Buol, PaluEkspres.com — Kepanikan melanda Kabupaten Buol, Sulawesi Tengah, ketika gempa bumi berkekuatan magnitudo 5,4 mengguncang wilayah itu pada Minggu malam (12/7/1026). Di tengah warga yang berlarian menyelamatkan diri menuju tempat yang lebih tinggi, seorang pasien di Rumah Sakit Umum Daerah (RSUD) Buol dilaporkan meninggal dunia, diduga akibat serangan jantung yang dipicu kepanikan.
Menurut Badan Penanggulangan Bencana Daerah (BPBD) Kabupaten Buol, korban merupakan pasien yang sedang menjalani perawatan di rumah sakit saat guncangan terjadi.
“Iya, yang meninggal pasien RSUD Buol. Karena panik, diduga mengalami serangan jantung,” kata Kepala Pelaksana BPBD Kabupaten Buol, Moh.
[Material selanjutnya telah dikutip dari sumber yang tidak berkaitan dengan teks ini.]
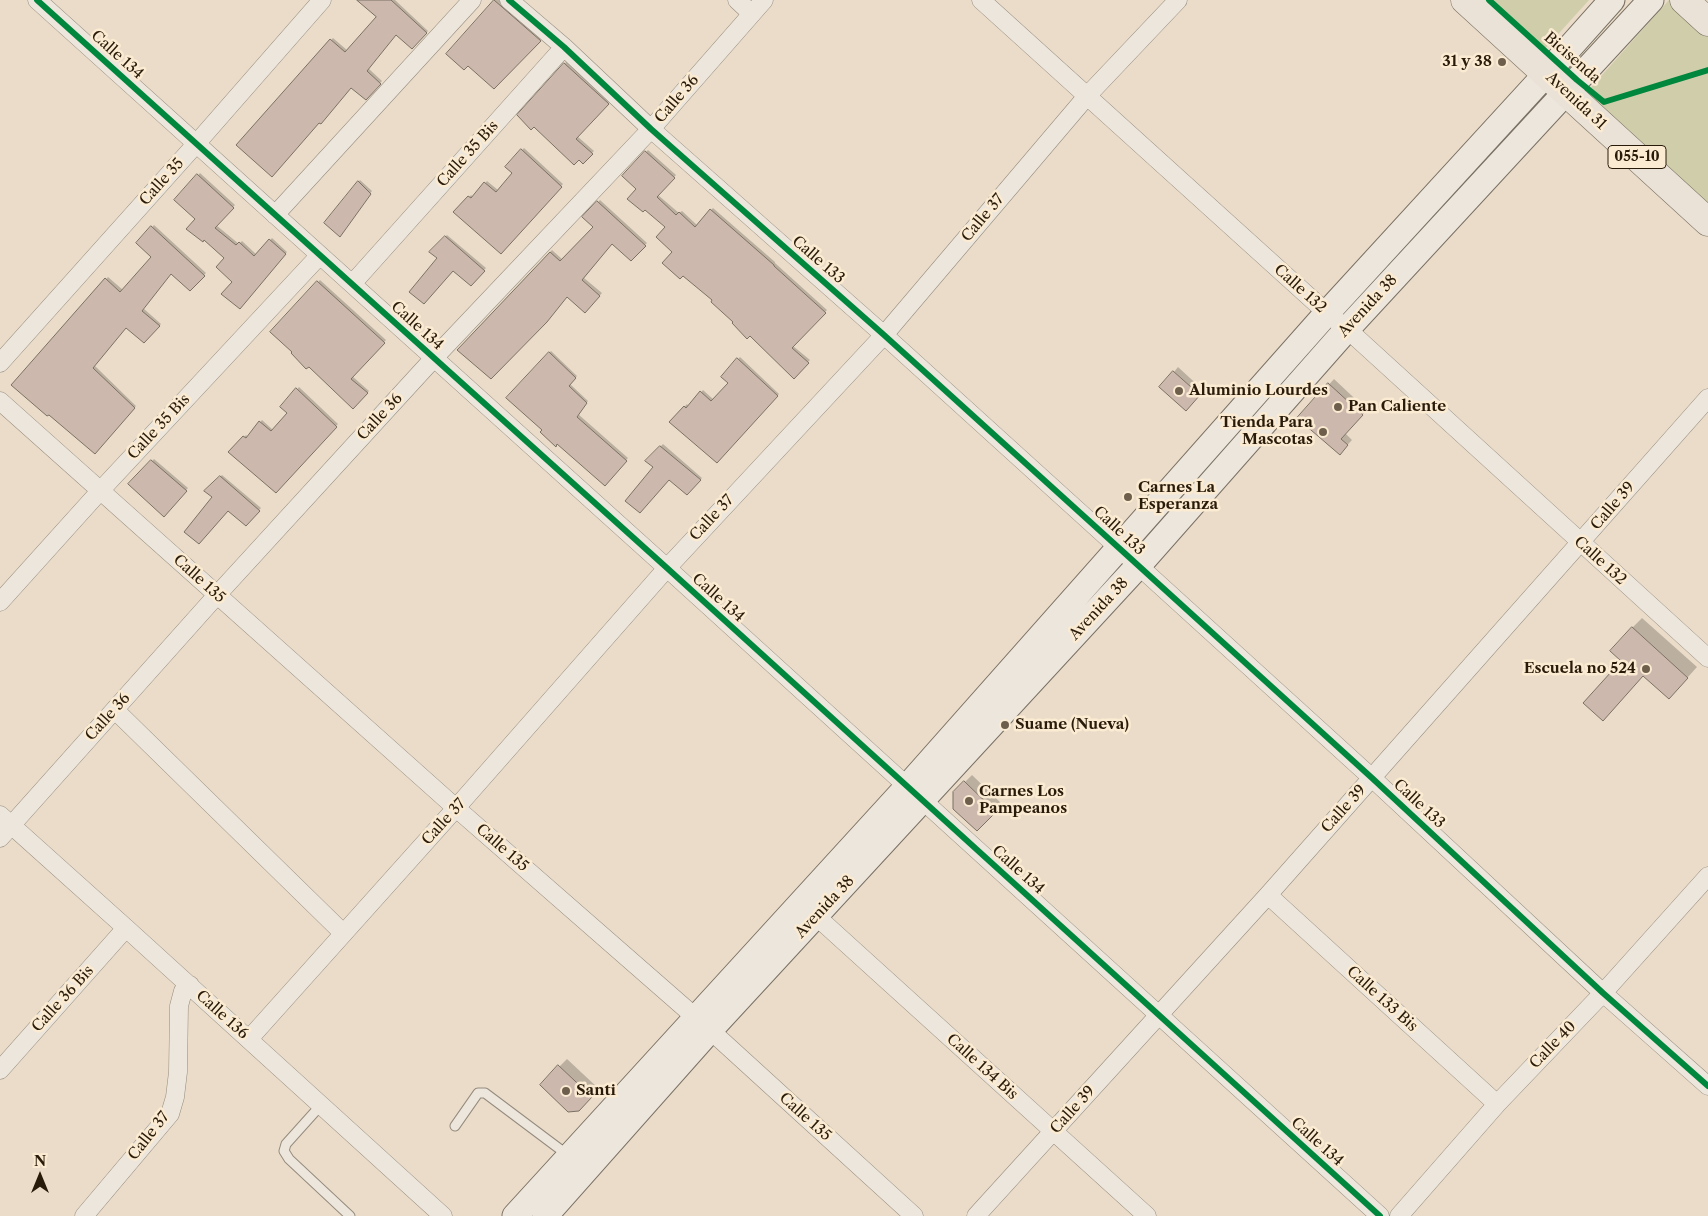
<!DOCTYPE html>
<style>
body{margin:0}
#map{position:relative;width:1708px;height:1216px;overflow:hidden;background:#eadcc8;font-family:"Libre Caslon Text",serif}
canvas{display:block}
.north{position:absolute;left:15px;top:1151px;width:50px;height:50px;-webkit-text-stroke:4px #fbebd2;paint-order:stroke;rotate:0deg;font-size:14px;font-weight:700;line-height:20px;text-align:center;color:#291b09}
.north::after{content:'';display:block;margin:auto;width:18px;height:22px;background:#291b09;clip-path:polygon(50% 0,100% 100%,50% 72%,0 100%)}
</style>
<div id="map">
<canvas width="1708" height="1216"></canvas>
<div class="north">N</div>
</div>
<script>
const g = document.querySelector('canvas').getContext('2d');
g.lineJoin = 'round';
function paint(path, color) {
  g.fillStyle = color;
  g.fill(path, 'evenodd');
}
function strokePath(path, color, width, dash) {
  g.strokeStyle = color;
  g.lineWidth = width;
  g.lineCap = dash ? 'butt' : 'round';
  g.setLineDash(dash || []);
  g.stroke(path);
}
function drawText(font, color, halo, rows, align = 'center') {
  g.font = font + ' "Libre Caslon Text",serif';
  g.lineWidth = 5;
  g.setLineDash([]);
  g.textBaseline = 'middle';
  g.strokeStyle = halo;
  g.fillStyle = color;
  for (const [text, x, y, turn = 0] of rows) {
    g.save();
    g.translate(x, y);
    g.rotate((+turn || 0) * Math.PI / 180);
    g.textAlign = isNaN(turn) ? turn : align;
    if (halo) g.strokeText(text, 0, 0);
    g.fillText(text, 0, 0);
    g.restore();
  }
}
paint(new Path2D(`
 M1483 0H1589L1542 52Z
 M1669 0 1708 34V203L1586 93Z`), '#d0ceaa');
paint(new Path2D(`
 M366 0H395L428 31 412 48 396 33 368 68 382 81 365 99 351 86 319 121 238 145 333 38 348 51 378 17Z
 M495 0H499L542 38 494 88 468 64 448 54Z
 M567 61 610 101 577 136 594 151 583 162 519 115Z
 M524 148 563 184 501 252 455 212 471 195 473 197 487 181 498 190 514 173 506 167Z
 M648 150 676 175 658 195 679 213 682 211 697 225 713 208 775 262V263L827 310 793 346 810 360 794 377 735 322 674 252 666 227 638 189 623 175Z
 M200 173 235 205 216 225 239 244 242 241 257 255 272 238 287 252 240 308 234 282 226 258 197 219 176 200Z
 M360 180 372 191 341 234 325 223Z
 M600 200 647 243 631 259 612 243 584 278 602 293 587 310 567 296 459 350 552 250 563 260 594 226 584 217Z
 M154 225 206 273 190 290 171 273 143 308 161 324 144 342 126 326 94 365 136 406 95 453 13 385 108 277 123 290 153 257 138 243Z
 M447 235 486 268 471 284 431 252Z
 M320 280 386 340 352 376 369 391 353 407 271 332Z
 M551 351 577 376 570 384 588 401 578 414 628 458 605 485 508 398Z
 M740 357 779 394 717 461 671 421 687 404 689 407 703 390 714 400 730 383 722 376Z
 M1178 367 1203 390 1185 409 1174 372Z
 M1334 379 1367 410 1345 433 1352 440 1340 453 1299 418Z
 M299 387 338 424 276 491 230 452 246 435 248 437 262 420 273 430 289 413 282 407Z
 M663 444 702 478 687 494 647 461Z
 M154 459 188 488 164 515 130 484Z
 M222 475 261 508 246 524 206 491Z
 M1642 618 1697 667 1679 687 1644 675 1632 628Z
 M972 775 1002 804 977 830 954 793Z
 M567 1059 598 1088 586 1101 541 1085Z`), '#0003');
const building = new Path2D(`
 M357 0H391L427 33 412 49 396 35 367 71 381 84 366 100 351 88 321 124 319 123 272 177 236 145 330 39 345 52 376 17Z
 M494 0 541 41 494 89 468 66 464 70 446 54Z
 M564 63 609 104 576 139 593 154 583 164 579 160 574 165 534 127 531 130 517 115Z
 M521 149 562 187 501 254 453 212 468 196 471 198 484 182 496 192 512 173 505 167Z
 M645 151 675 178 657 197 676 215 679 212 695 227 710 209 774 265V266L826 313 792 348 809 363 794 379 750 336 747 339 732 323 733 322 711 302 712 300 683 276 680 279 662 263 672 252 656 237 665 227 645 210 643 212 627 199 636 189 622 176Z
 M197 174 234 208 215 228 236 245 239 242 254 256 269 239 286 254 240 309 221 294 232 282 216 267 224 258 204 240 203 242 186 229 195 219 174 200Z
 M358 181 371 194 340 237 324 223Z
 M597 201 646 246 631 261 612 244 582 280 600 296 585 313 567 297 547 322 491 379 457 350 550 252 560 261 593 227 582 217Z
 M151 226 205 276 190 291 171 274 142 311 160 326 144 343 126 328 93 368 135 408 95 454 49 415 47 416 11 385 105 278 120 292 151 257 136 243Z
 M445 236 485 271 471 286 453 271 424 304 409 292 437 258 429 252Z
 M317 281 385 343 351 379 368 393 353 409 309 367 306 369 291 353 292 352 270 332Z
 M549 352 576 378 569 386 587 403 577 417 627 461 605 486 557 444 556 447 540 432 542 430 506 398Z
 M737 358 778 396 717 463 669 422 684 406 686 408 700 391 711 401 728 383 721 377Z
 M1173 371 1200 395 1186 411 1159 387Z
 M1328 383 1363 415 1341 439 1348 445 1340 455 1297 418Z
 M296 388 337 427 276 493 228 452 243 436 246 438 259 421 271 431 287 413 280 407Z
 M660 446 701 480 687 495 669 480 640 513 625 501 653 467 645 461Z
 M151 460 187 491 164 517 128 484Z
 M220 476 260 511 246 526 228 511 199 544 184 532 212 497 204 491Z
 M1632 627 1688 678 1669 699 1643 676 1603 721 1583 703 1621 661 1610 651Z
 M964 781 996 812 977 831 953 809V792Z
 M558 1065 592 1097 579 1111 568 1112 540 1085Z`);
paint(building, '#cdb8ae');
strokePath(building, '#7a7164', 1);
const lane = new Path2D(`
 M321 1105 286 1144 284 1151 289 1159 350 1216
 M455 1126 478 1093H485L569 1156`);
const street = new Path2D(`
 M37 0 667 568 1380 1216
 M509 0 564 47 651 129 884 335 1119 548 1372 778 1603 993 1708 1086
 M737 0 752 14
 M981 0 1327 313 1347 329 1708 658
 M275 215 472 0
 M352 284 564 47
 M0 363 196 144 322 0
 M0 401 456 808 710 1030 914 1216
 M0 602 100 491 320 255
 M115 710 343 933
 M0 815 126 928 443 1216
 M0 838 217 595 434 358 651 129 764 0
 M1268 895 1497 1104
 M816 916 1147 1216
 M249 1039 456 808 667 568 884 335 1087 96 1178 0
 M0 1070 126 928
 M84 1216 170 1114 175 1097 178 1072 179 1006 183 991 190 985
 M976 1216 1268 895 1708 398
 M1399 1216 1497 1104 1603 993 1708 876`);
const secondary = new Path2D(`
 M515 1216 907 787 1327 313 1546 74 1612 0
 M545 1216 710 1030 1138 566 1347 329 1651 0`);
const highway = new Path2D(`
 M1465 0 1708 222
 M1684 0 1708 22`);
strokePath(lane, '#958c7e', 11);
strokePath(street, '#958c7e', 19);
strokePath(secondary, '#7a7164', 27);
strokePath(highway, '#7a7164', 29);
strokePath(lane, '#ede6dc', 9);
strokePath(street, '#ede6dc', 18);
strokePath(secondary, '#ede6dc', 25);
strokePath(highway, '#eae2d6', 28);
strokePath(new Path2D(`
 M37 0 667 568 1380 1216
 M509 0 564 47 651 129 884 335 1119 548 1372 778 1603 993 1708 1086
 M1489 0 1577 80 1604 102 1708 70`), '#00873e', 6);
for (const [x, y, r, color] of [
 [1502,62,5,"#6d5f4c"],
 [1179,391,5,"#6d5f4c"],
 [1338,407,5,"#6d5f4c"],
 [1323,432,5,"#6d5f4c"],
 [1128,497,5,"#6d5f4c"],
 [1646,669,5,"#6d5f4c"],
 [1005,725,5,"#6d5f4c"],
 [969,801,5,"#6d5f4c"],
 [566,1091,5,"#6d5f4c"]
]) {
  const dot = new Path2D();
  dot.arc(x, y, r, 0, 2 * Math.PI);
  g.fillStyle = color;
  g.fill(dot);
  strokePath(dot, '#fbebd2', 2);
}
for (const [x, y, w] of [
 [1637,157,58]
]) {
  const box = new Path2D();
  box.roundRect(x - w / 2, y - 11.5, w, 23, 4);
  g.fillStyle = '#fbebd2';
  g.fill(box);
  strokePath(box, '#291b09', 1);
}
drawText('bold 14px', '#291b09', null, [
 ["055-10",1637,157]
]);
drawText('15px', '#291b09', '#fbebd2', [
 ["Calle 134",117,55,42],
 ["Bicisenda",1572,58,41],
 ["Calle 36",677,99,-49],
 ["Avenida 31",1576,101,43],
 ["Calle 35 Bis",468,154,-48],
 ["Calle 35",162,182,-48],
 ["Calle 37",983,218,-50],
 ["Calle 133",818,260,41],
 ["Calle 132",1300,289,42],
 ["Avenida 38",1368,306,-47],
 ["Calle 134",417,326,42],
 ["Calle 36",380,417,-47],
 ["Calle 35 Bis",159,427,-47],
 ["Calle 39",1613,506,-49],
 ["Calle 37",712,518,-47],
 ["Calle 133",1119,531,43],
 ["Calle 132",1600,561,42],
 ["Calle 135",199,579,42],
 ["Calle 134",718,598,42],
 ["Avenida 38",1099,609,-47],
 ["Calle 36",108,717,-48],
 ["Calle 133",1419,804,43],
 ["Calle 39",1344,809,-48],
 ["Calle 37",444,822,-48],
 ["Calle 135",502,848,41],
 ["Calle 134",1018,870,42],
 ["Avenida 38",825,907,-47],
 ["Calle 36 Bis",63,999,-48],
 ["Calle 133 Bis",1382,999,42],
 ["Calle 136",222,1015,42],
 ["Calle 40",1553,1045,-46],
 ["Calle 134 Bis",982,1067,42],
 ["Calle 39",1073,1110,-48],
 ["Calle 135",805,1117,42],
 ["Calle 37",149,1136,-52],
 ["Calle 134",1317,1142,42]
]);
drawText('bold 15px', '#291b09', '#fbebd2', [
 ["31 y 38",1492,62,"right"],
 ["Aluminio Lourdes",1189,391],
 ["Pan Caliente",1348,407],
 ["Tienda Para",1313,423,"right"],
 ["Mascotas",1313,440,"right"],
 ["Carnes La",1138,488],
 ["Esperanza",1138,505],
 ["Escuela no 524",1636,669,"right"],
 ["Suame (Nueva)",1015,725],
 ["Carnes Los",979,792],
 ["Pampeanos",979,809],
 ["Santi",576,1091]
], 'left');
</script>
Kachfi Mardjuni, kepada wartawan, Senin (13/7).
Meski kekuatan gempa tergolong sedang dan Badan Meteorologi, Klimatologi, dan Geofisika (BMKG) memastikan tidak ada potensi tsunami, guncangan cukup kuat untuk merusak sejumlah bangunan publik dan fasilitas pelayanan masyarakat.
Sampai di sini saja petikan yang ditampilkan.